Each record below should be returned exactly, with its pictures left out.

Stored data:
◇ ◇ ◇ ◇ ◇

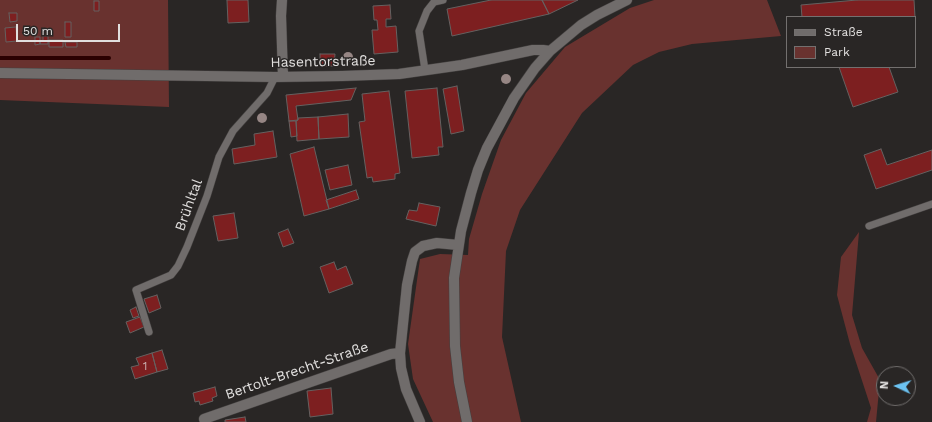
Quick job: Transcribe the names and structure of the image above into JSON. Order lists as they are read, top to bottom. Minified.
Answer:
{"streets":{"street":["Hasentorstraße","Bertolt-Brecht-Straße"],"lane":["Brühltal"]},"crossings":[["Hasentorstraße","Brühltal"]],"house_numbers":["1"],"legend":["Straße","Park"],"scale_bar":"50 m","north":"left"}
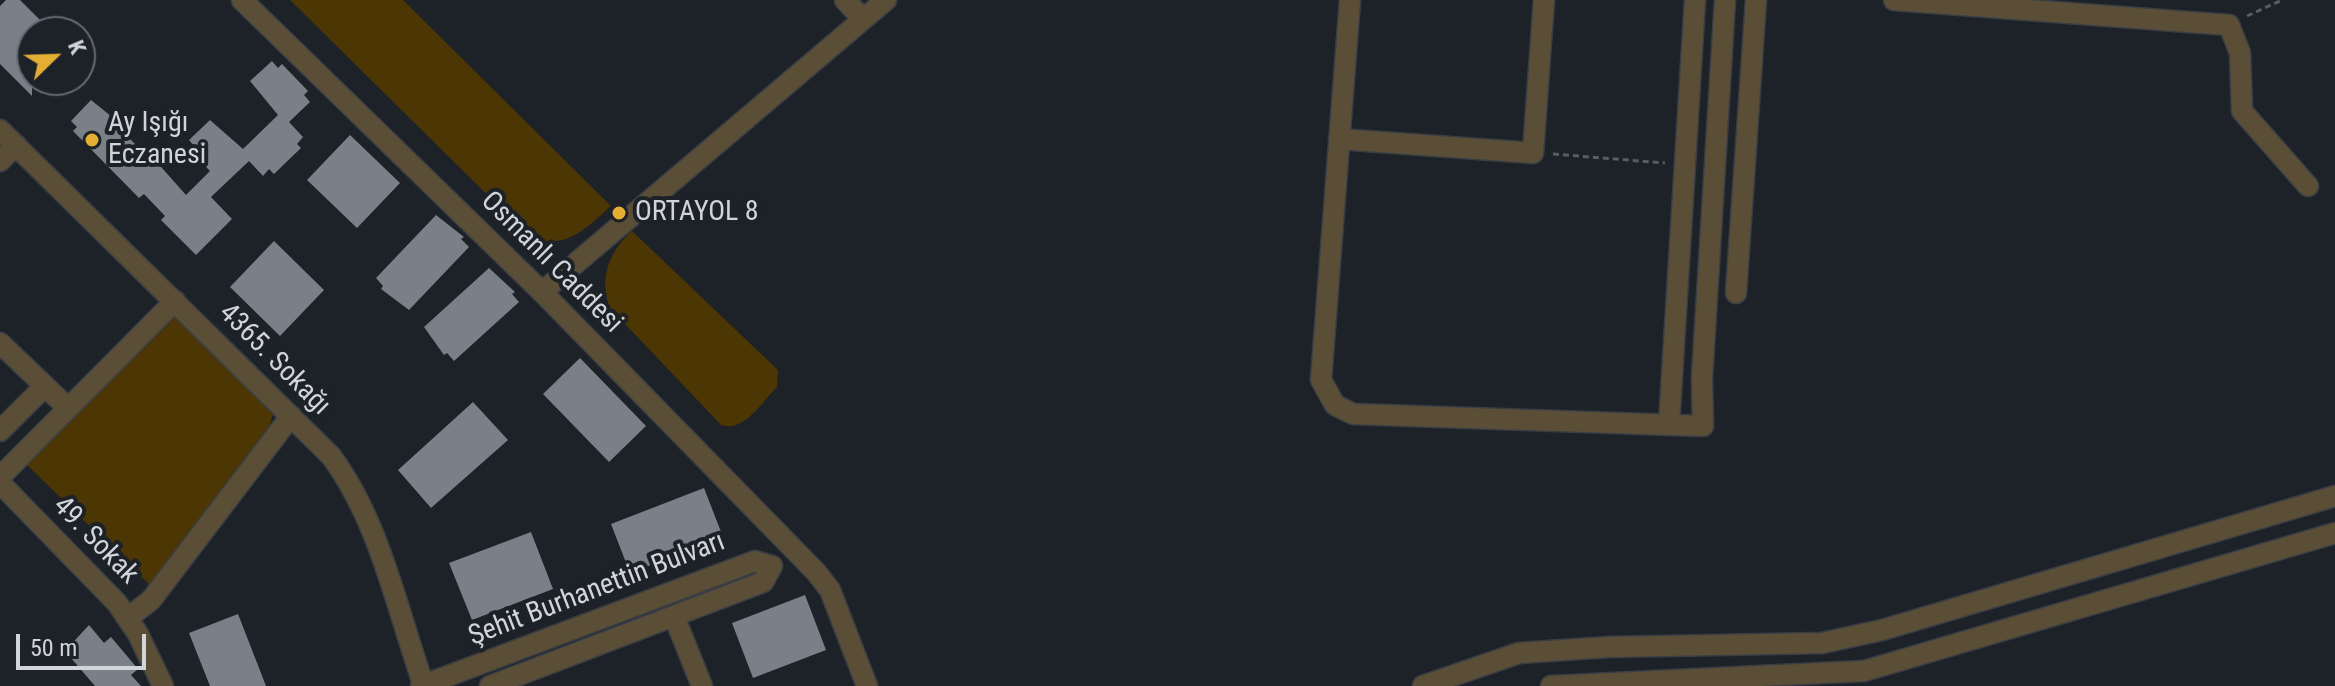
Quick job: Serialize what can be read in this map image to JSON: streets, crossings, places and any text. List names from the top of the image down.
{
  "streets": {
    "street": [
      "Osmanlı Caddesi",
      "4365. Sokağı",
      "49. Sokak",
      "Şehit Burhanettin Bulvarı"
    ]
  },
  "crossings": [
    ["4365. Sokağı", "Şehit Burhanettin Bulvarı"]
  ],
  "places": ["Ay Işığı Eczanesi", "ORTAYOL 8"],
  "scale_bar": "50 m",
  "north": "top right"
}
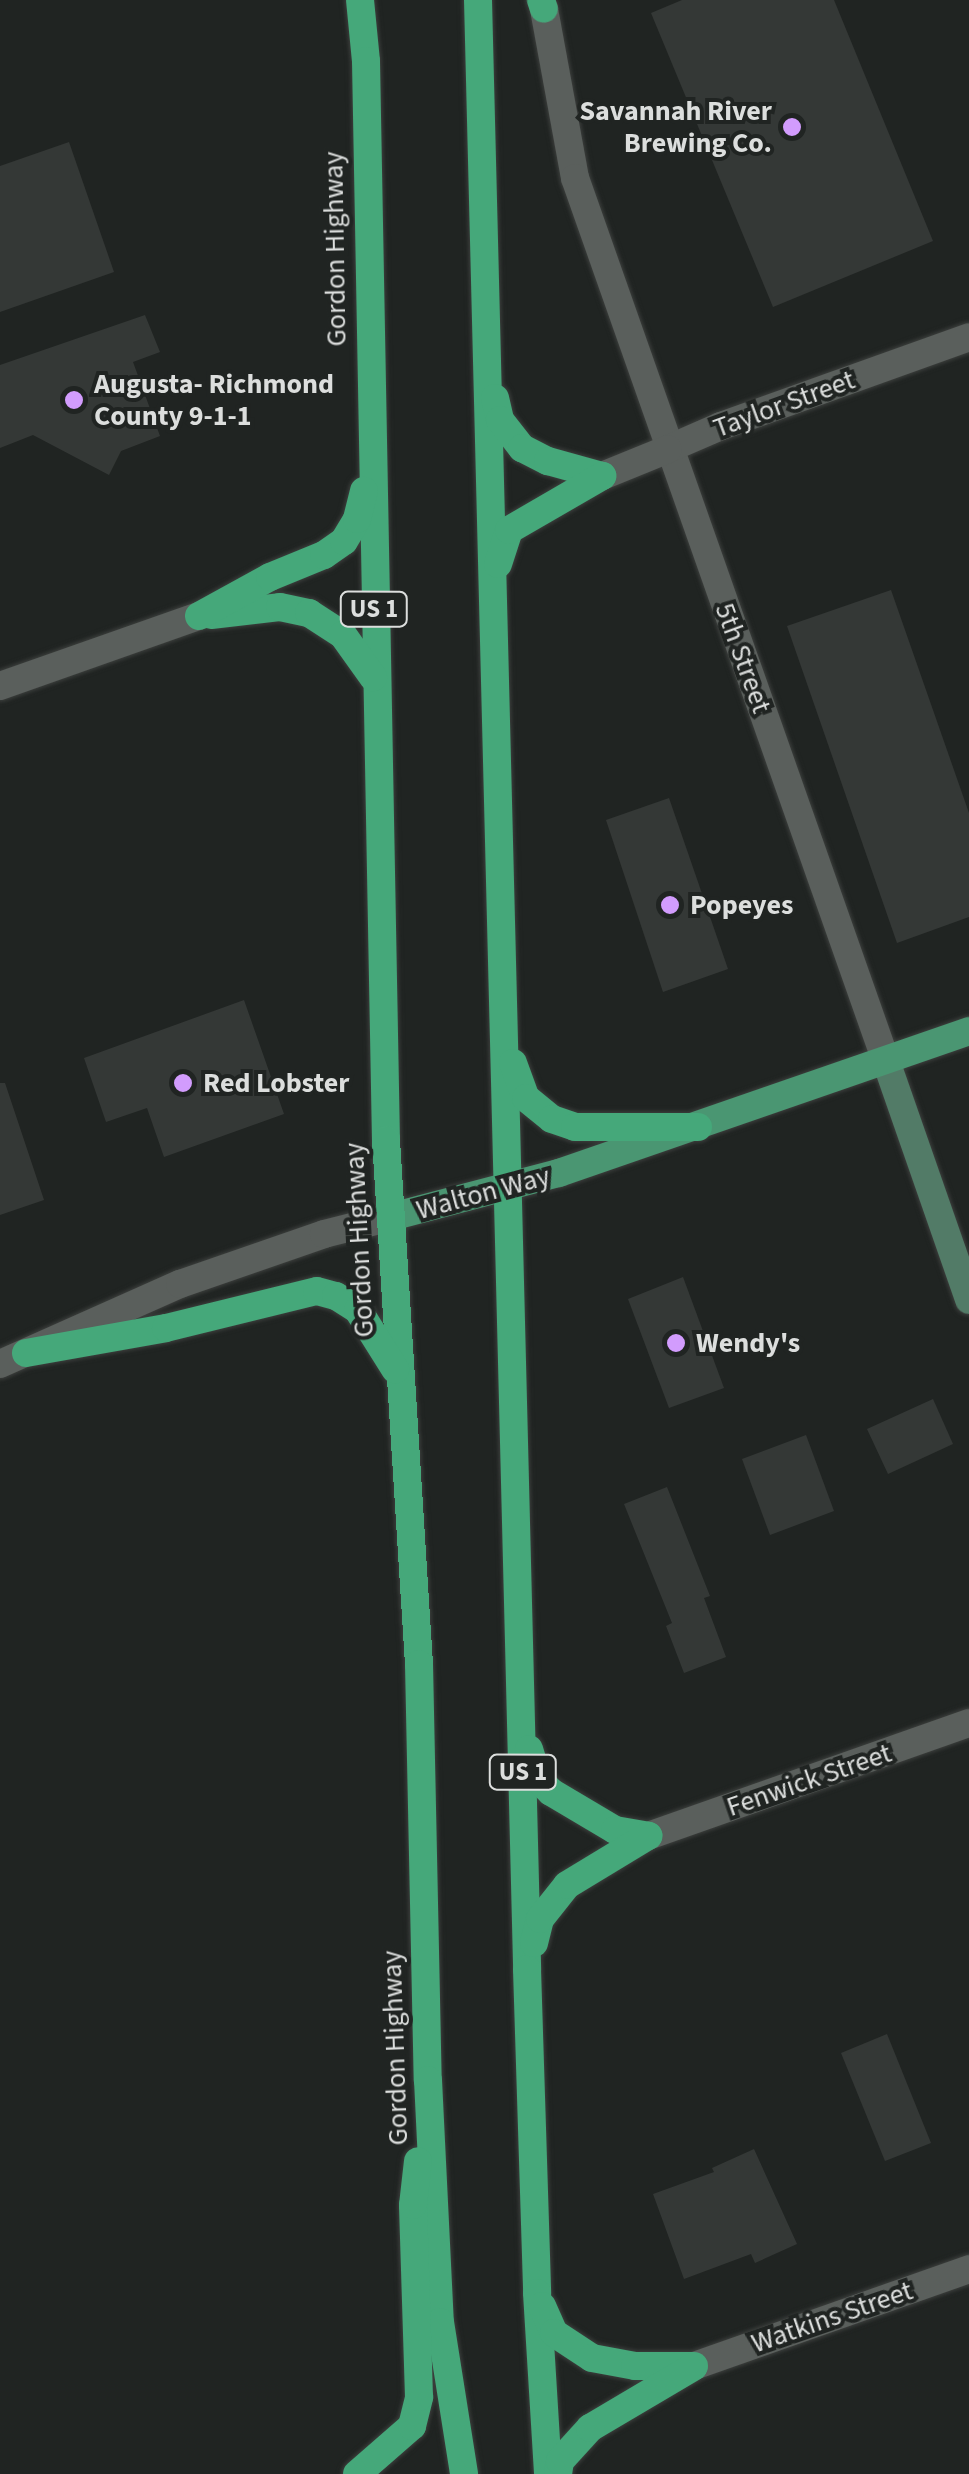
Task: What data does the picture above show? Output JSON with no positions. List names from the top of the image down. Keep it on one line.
{"streets":{"highway":["Gordon Highway","US 1"],"main road":["5th Street","Walton Way"],"street":["Taylor Street","Fenwick Street","Watkins Street"]},"crossings":[["Gordon Highway","Walton Way"],["Taylor Street","5th Street"],["US 1","Walton Way"],["5th Street","Walton Way"]],"places":["Savannah River Brewing Co.","Augusta- Richmond County 9-1-1","Popeyes","Red Lobster","Wendy's"]}
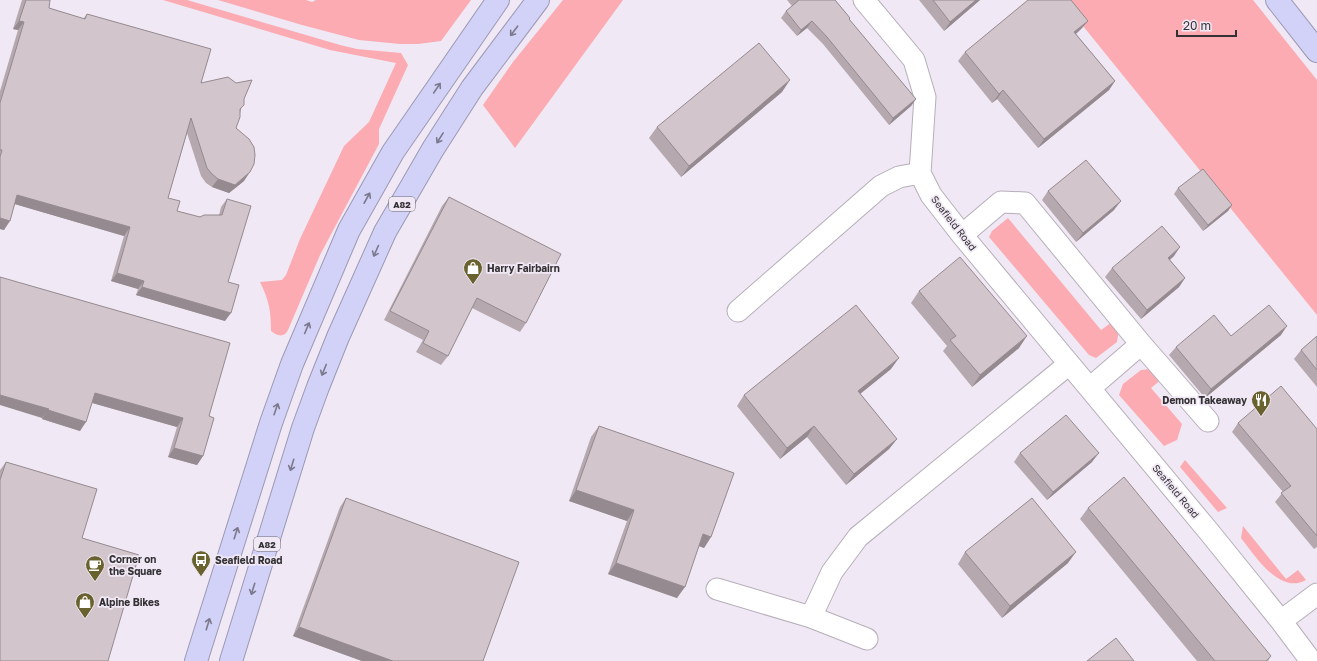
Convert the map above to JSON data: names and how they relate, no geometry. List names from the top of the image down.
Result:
{
  "streets": {
    "highway": ["A82"],
    "street": ["Seafield Road"]
  },
  "places": {
    "shop": ["Harry Fairbairn", "Alpine Bikes"],
    "restaurant": ["Demon Takeaway"],
    "bus stop": ["Seafield Road"],
    "cafe": ["Corner on the Square"]
  },
  "scale_bar": "20 m"
}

◇ ◇ ◇ ◇ ◇

EXERCISE RESPONSE:
Quick job: Transcribe the names and structure of the image above into JSON. Order lists as they are read, top to bottom. Minified.
Answer:
{"streets":{"street":["Hasentorstraße","Bertolt-Brecht-Straße"],"lane":["Brühltal"]},"crossings":[["Hasentorstraße","Brühltal"]],"house_numbers":["1"],"legend":["Straße","Park"],"scale_bar":"50 m","north":"left"}
Quick job: Serialize what can be read in this map image to JSON: streets, crossings, places and any text. List names from the top of the image down.
{
  "streets": {
    "street": [
      "Osmanlı Caddesi",
      "4365. Sokağı",
      "49. Sokak",
      "Şehit Burhanettin Bulvarı"
    ]
  },
  "crossings": [
    ["4365. Sokağı", "Şehit Burhanettin Bulvarı"]
  ],
  "places": ["Ay Işığı Eczanesi", "ORTAYOL 8"],
  "scale_bar": "50 m",
  "north": "top right"
}
Task: What data does the picture above show? Output JSON with no positions. List names from the top of the image down. Keep it on one line.
{"streets":{"highway":["Gordon Highway","US 1"],"main road":["5th Street","Walton Way"],"street":["Taylor Street","Fenwick Street","Watkins Street"]},"crossings":[["Gordon Highway","Walton Way"],["Taylor Street","5th Street"],["US 1","Walton Way"],["5th Street","Walton Way"]],"places":["Savannah River Brewing Co.","Augusta- Richmond County 9-1-1","Popeyes","Red Lobster","Wendy's"]}
Convert the map above to JSON data: names and how they relate, no geometry. List names from the top of the image down.
Result:
{
  "streets": {
    "highway": ["A82"],
    "street": ["Seafield Road"]
  },
  "places": {
    "shop": ["Harry Fairbairn", "Alpine Bikes"],
    "restaurant": ["Demon Takeaway"],
    "bus stop": ["Seafield Road"],
    "cafe": ["Corner on the Square"]
  },
  "scale_bar": "20 m"
}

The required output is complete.